_Work required_. Pick each line containing "JÓZEFA" out of the records.

_Source records_.
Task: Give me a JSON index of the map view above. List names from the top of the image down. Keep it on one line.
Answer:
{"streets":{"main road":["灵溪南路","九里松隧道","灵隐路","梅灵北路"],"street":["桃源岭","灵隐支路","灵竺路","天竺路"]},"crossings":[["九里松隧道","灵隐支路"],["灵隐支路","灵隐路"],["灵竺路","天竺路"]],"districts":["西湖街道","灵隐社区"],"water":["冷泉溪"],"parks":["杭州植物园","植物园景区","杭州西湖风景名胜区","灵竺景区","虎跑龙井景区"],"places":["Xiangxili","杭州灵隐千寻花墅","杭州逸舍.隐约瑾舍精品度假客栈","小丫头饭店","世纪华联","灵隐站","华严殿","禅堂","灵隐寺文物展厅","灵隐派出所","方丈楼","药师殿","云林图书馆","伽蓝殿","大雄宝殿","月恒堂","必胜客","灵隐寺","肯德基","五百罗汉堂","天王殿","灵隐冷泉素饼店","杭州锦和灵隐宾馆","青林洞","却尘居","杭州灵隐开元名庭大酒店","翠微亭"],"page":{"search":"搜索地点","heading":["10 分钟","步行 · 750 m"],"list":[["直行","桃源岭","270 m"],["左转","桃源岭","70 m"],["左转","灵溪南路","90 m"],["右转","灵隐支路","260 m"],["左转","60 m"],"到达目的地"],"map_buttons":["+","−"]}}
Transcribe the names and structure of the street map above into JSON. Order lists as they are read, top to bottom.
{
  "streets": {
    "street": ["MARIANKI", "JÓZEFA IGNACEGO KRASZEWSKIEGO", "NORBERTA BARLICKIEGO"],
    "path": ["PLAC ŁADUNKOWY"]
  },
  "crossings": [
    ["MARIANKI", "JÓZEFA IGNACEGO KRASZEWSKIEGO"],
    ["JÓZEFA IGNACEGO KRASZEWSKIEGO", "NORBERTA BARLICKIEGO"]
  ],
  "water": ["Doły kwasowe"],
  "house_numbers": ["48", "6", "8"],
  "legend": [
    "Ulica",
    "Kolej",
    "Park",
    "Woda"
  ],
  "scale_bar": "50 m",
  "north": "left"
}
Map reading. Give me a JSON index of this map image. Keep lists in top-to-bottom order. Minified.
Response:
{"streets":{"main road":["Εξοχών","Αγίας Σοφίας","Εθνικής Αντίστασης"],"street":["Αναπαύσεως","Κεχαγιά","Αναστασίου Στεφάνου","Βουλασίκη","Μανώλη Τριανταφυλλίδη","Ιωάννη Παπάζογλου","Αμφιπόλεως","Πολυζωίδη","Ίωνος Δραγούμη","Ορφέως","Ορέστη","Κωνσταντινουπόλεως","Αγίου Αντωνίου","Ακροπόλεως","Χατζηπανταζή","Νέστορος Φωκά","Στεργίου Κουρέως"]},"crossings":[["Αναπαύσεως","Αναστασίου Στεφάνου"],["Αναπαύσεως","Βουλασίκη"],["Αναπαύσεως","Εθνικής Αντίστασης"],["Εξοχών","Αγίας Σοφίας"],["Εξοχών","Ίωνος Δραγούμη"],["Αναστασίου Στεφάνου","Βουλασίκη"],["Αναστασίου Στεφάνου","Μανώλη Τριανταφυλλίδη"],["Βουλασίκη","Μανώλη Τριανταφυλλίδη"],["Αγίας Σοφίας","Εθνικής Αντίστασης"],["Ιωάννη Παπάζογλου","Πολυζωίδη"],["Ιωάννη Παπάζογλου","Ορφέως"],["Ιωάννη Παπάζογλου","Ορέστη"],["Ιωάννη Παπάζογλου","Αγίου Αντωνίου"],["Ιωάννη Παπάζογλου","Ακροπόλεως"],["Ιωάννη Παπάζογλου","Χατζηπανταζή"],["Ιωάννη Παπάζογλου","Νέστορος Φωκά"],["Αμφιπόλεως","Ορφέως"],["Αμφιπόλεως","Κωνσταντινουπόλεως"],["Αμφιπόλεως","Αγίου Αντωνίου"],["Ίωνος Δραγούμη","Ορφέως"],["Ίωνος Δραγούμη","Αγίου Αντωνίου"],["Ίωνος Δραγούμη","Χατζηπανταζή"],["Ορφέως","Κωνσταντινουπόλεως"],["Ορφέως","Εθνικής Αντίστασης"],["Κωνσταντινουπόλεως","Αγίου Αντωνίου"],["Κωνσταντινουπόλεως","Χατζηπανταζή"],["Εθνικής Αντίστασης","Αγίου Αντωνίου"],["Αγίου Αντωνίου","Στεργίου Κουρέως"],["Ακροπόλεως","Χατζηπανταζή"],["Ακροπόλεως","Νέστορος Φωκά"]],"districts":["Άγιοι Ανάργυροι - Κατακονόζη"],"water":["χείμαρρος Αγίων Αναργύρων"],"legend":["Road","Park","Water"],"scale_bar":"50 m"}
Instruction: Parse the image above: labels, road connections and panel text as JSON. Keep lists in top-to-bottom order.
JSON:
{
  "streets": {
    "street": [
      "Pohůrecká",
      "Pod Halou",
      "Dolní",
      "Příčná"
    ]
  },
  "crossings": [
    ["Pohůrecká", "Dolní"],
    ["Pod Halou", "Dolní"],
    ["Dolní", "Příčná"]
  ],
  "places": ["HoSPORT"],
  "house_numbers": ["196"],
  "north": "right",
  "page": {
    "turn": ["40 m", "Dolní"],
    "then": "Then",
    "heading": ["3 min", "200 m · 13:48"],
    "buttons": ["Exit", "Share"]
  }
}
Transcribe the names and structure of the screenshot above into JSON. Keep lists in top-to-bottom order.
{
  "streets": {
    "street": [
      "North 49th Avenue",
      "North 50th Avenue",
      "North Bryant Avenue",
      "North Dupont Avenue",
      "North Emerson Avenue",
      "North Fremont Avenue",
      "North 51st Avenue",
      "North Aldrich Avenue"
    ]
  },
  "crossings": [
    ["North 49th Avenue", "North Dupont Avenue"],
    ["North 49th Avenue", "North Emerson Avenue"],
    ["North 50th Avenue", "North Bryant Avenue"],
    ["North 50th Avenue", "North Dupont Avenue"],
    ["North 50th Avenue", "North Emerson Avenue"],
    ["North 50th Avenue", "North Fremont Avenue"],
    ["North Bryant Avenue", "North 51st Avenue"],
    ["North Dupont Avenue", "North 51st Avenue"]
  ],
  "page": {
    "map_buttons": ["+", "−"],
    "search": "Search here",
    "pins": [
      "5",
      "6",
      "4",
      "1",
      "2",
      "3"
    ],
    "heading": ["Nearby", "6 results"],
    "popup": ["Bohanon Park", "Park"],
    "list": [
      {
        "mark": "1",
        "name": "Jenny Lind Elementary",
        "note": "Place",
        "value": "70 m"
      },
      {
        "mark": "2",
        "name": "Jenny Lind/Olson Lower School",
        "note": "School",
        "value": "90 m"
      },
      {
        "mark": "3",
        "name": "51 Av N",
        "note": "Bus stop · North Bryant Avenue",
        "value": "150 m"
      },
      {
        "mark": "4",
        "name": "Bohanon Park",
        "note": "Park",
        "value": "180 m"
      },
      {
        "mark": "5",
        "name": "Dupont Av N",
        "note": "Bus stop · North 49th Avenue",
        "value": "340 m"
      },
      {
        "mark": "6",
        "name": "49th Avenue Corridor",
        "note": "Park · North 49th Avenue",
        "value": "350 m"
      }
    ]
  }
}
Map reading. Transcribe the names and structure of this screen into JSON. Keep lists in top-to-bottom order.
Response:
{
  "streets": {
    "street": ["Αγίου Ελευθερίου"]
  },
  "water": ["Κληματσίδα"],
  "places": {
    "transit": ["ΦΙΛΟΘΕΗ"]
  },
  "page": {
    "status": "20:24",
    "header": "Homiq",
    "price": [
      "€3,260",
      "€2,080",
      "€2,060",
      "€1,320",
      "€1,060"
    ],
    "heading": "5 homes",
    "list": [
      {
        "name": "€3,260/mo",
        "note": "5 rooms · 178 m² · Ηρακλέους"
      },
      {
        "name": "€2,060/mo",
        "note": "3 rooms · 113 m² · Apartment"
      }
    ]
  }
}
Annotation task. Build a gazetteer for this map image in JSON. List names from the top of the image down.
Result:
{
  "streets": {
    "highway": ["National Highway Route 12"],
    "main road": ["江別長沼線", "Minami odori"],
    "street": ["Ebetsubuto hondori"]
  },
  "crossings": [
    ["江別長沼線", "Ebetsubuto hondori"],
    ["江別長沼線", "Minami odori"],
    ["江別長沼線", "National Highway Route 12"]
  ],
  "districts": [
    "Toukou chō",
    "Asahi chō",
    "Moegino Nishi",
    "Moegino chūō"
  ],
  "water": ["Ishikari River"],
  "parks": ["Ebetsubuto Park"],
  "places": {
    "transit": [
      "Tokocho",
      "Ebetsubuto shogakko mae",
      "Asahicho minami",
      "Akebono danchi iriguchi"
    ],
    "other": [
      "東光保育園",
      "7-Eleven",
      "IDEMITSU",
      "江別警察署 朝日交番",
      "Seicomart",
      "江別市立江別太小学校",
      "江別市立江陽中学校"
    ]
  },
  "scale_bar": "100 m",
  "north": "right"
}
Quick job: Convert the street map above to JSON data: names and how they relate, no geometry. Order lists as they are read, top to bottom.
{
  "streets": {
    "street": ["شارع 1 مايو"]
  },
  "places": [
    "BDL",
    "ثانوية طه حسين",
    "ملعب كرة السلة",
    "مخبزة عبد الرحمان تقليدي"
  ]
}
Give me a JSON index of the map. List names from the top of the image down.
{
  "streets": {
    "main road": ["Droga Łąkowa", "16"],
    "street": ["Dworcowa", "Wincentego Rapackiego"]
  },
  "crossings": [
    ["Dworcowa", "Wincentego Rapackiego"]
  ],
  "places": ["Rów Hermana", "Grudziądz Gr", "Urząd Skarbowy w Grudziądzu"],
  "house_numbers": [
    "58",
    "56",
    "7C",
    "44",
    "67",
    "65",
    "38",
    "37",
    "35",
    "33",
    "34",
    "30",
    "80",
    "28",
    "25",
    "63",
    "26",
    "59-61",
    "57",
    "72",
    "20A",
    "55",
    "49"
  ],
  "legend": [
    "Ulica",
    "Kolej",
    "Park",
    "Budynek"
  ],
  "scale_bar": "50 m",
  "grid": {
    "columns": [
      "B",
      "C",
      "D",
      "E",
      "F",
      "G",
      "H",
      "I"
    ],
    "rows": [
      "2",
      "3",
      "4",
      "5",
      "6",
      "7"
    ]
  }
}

_Task response_.
    "street": ["MARIANKI", "JÓZEFA IGNACEGO KRASZEWSKIEGO", "NORBERTA BARLICKIEGO"],
    ["MARIANKI", "JÓZEFA IGNACEGO KRASZEWSKIEGO"],
    ["JÓZEFA IGNACEGO KRASZEWSKIEGO", "NORBERTA BARLICKIEGO"]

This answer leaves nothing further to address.